Иногда к ней наведывался бывший квартирант - Иван, он жил у
нее с полгода, пока не перебрался в свое шоферское общежитие, но не
забыл после и заезжал время от времени помочь переделать дела,
несподручные уже самой Евдокии. Он приезжал на служебном "уазике" с
каким-то очень длинным словом на боку, приезжал и оставался часа на
два, на три. А потом опять исчезал надолго: работа у него, да и
жениться, кажется , надумал. Невесту Евдокия не видела, но шаг этот
одобряла заочно: не дело мужику холостовать после тридцати. В
последний раз Иван был недели три назад, и потому Евдокия ожидала,
что вскорости он должен был объявиться.
А кроме Ивана у нее никого и не было давно. Так давно, что
иногда Евдокии начинало чудиться, будто она вовсе всегда была
одинокой на весь свет. Хотя нет, где-то там, на окраине памяти
всплывала незатейливая история, по-видимому, относившаяся к ней - к
Евдокии, но история эта с течением времени все сильнее становилась
похожей на предание, на чью-то легенду.
Евдокия помнила, как когда-то была молодой, как у нее был муж,
как они жили в маленьком рабочем поселке невдалеке от Мариуполя. И
как потом грянули какие-то большие переселения и стройки, и они с
мужем подались сюда, в зауральский новый мир, который предстояло
построить, чтобы после в нем могла начаться другая, совсем иная
жизнь. После же была война, и мужа по счастью не взяли. То ли по
здоровью, то ли по броне, как нужного заводу специалиста. Токарь он
был, пятый разряд. Так вместе всю войну на одном заводе и отстояли:
он у станка, а Евдокия пособницей в соседнем цеху. Образования у нее
вишь не хватало, вот и приходилось где-чего перехватывать;
работать-то всем надо было.
Жили в бараке тогда, как все и вместе со всеми. Это уж после
победы, года через четыре, муж присмотрел эту хатынку, да и выкупили
ее у какой-то бабки. Сын у той, слышно, женился где-то на фронте,
остался у жены и старуху к себе забирал. Так что сошлись недорого и
уладили все быстро.
Жизнь катилась все больше в гору: дом свой появился, мужа
прочили в бригадиры, и Евдокия нашла себе занятие - нянчила двойню
главного инженера. Жена у того тоже грамотная и занятая была, вот и
нанимали себе няньку-домработницу. Евдокии нравилось ходить за
карапузами, охранять их и пестовать. как родные стали.
А там уж и свой - Миша - не задержался сильно. Тут и начала
ощущать Евдокия, как приходит ее счастливое время. все одно к одному
складывалось и показывало на то.
И порушилось все почти разом за неделю до того, как Миша
проклюнулся. Правда, Евдокия не знала ничего: не сказали ей, боялись,
оно понятно, говорить такое, когда вот-вот... Мужнин товарищ пришел,
принес фрукты и в записке написал, что перебросили там многих ( и
мужа вместе со всеми ) в соседнюю область. Что-то там случилось такое
авральное, что в ночь всех подняли, и туда. Еле успел, мол, весточку
вот передать; на месяц уехал, не больше. Куда, что, - разве скажут?

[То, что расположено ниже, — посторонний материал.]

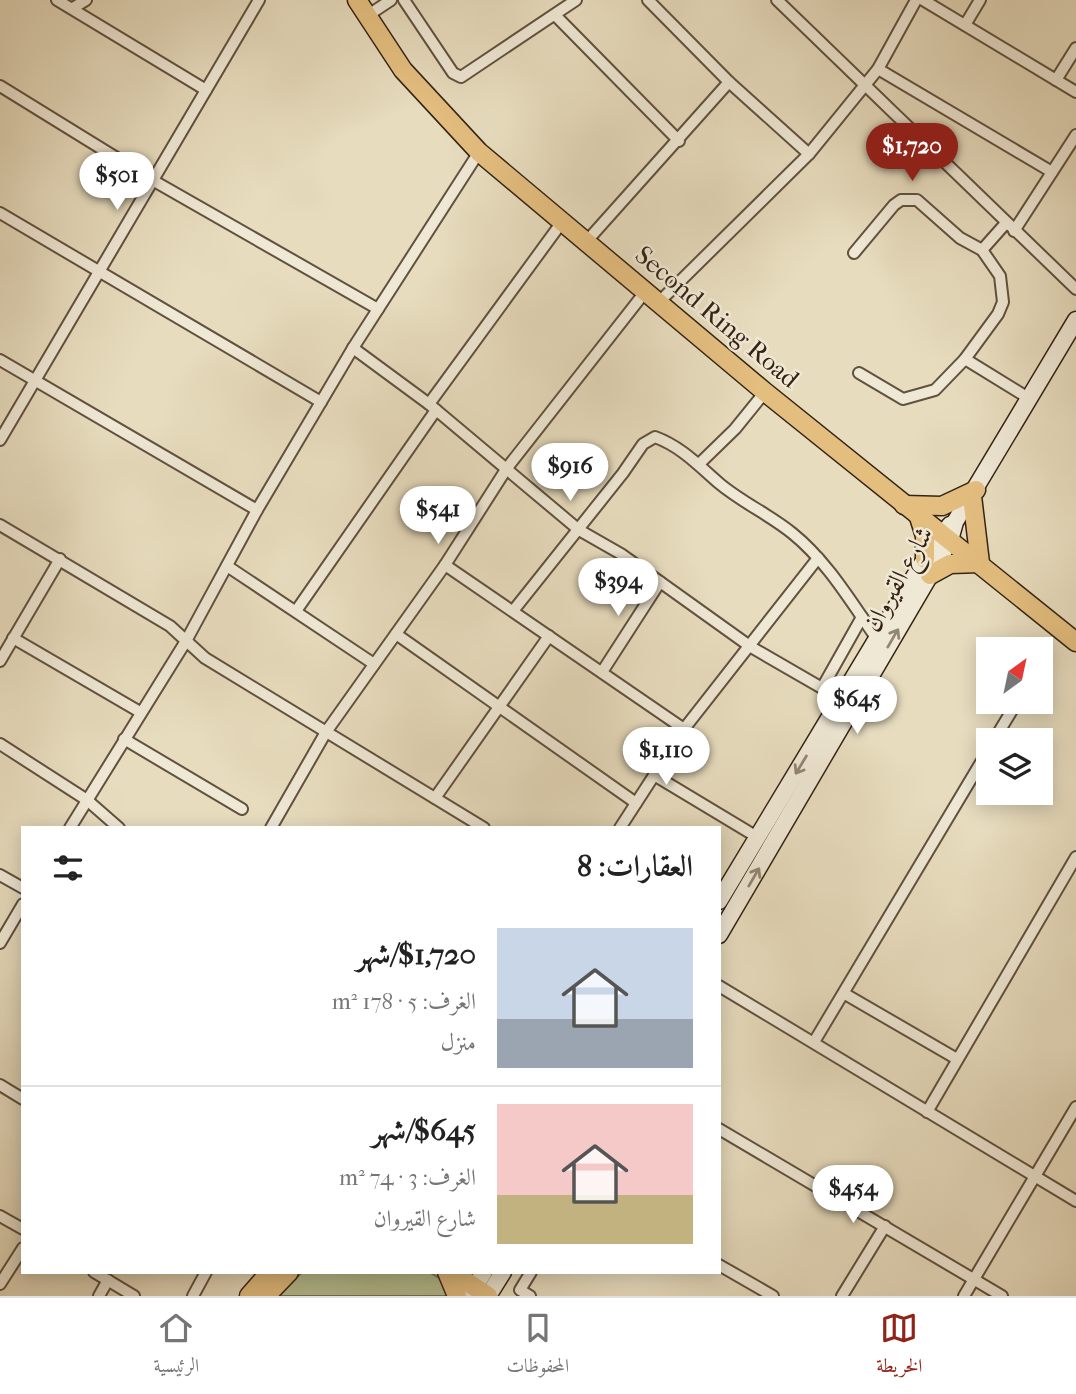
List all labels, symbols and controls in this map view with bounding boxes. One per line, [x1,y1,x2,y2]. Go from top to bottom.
pin: $1,720 [855,124,969,183]
text: $1,720 [882,132,942,159]
pin: $501 [76,152,158,212]
text: $501 [95,161,139,188]
street label: Second Ring Road [629,239,806,395]
pin: $916 [529,444,611,503]
text: $916 [547,452,593,479]
pin: $541 [397,486,479,546]
text: $541 [416,495,460,522]
street label: شارع القيروان [856,521,945,640]
pin: $394 [577,558,659,618]
text: $394 [594,567,642,594]
one-way arrow [887,628,901,648]
north arrow [976,637,1054,714]
map controls [976,637,1053,805]
pin: $645 [816,676,898,736]
text: $645 [833,685,881,712]
pin: $1,110 [609,728,723,787]
button: layers [976,728,1053,805]
text: $1,110 [639,736,693,763]
one-way arrow [793,755,807,775]
icon: filters [49,849,87,887]
text: العقارات: 8 [577,849,693,884]
one-way arrow [747,867,761,887]
text: $1,720/شهر [356,937,476,972]
icon: home [553,956,637,1040]
text: الغرف: 5 · 178 m² [332,988,476,1015]
text: منزل [441,1029,476,1056]
text: $645/شهر [372,1113,476,1148]
icon: home [553,1132,637,1216]
text: الغرف: 3 · 74 m² [339,1164,476,1191]
pin: $454 [812,1166,894,1225]
text: $454 [828,1174,878,1201]
text: شارع القيروان [373,1205,476,1232]
tab: الرئيسية [154,1309,199,1384]
tab: المحفوظات [506,1309,569,1384]
tab: الخريطة [876,1309,922,1384]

заводы, поди, все секретные-оборонные.
Это уж потом - как вышла из роддома да домой приехала -
сказали ей, какая это была командировка. Наладчик это был: спьяну на
работу вышел и наладил станок... болванка прямо мужу в грудь.
Схоронили от завода, наладчика того засудили, а толку...
Убивалась Евдокия, пока молоко не пропало от этих мучений. А
поглядела, как дитя без молока страдает, зажала себя, как в тиски
какие. Ничего, снесла все, только поседела вот, да и то сказать,
странно как-то поседела - одной половиной, будто отметина на волосах
осталась. Меченая будто. С тех пор в косынке приучилась ходить да в
платке пуховом зимой. А молоко так и не появилось, искусственником
Миша вырос. С того и слабый был, наверное, болезненный. С того, да
еще с пенсии за мужа: разве вытянешь на нее вдвоем. Евдокия тогда
сама осунулась, да ей-то что, лишь бы он - кроха эта - здоровехонек
был. Один он у нее оставался, больше и цепляться на этом свете вроде
как не за что, кроме как за Мишу. Сама болела, ух и боялась она
тогда, чтобы не оставить его одного: детства своего сиротского
нахлебалась, хватит, нечего ему такую же долю узнавать. Мысли эти -
они, может, и не давали подойти старухе с косой-то. Они, да вот еще
Господь надоумил хозяйство мелкое завести: кур-гусей десяток. Огород
тоже летом, да и зимой в подмогу был. А как Мишу в школу отправила,
то и сама опять в няньки подалась: все копейка лишняя была.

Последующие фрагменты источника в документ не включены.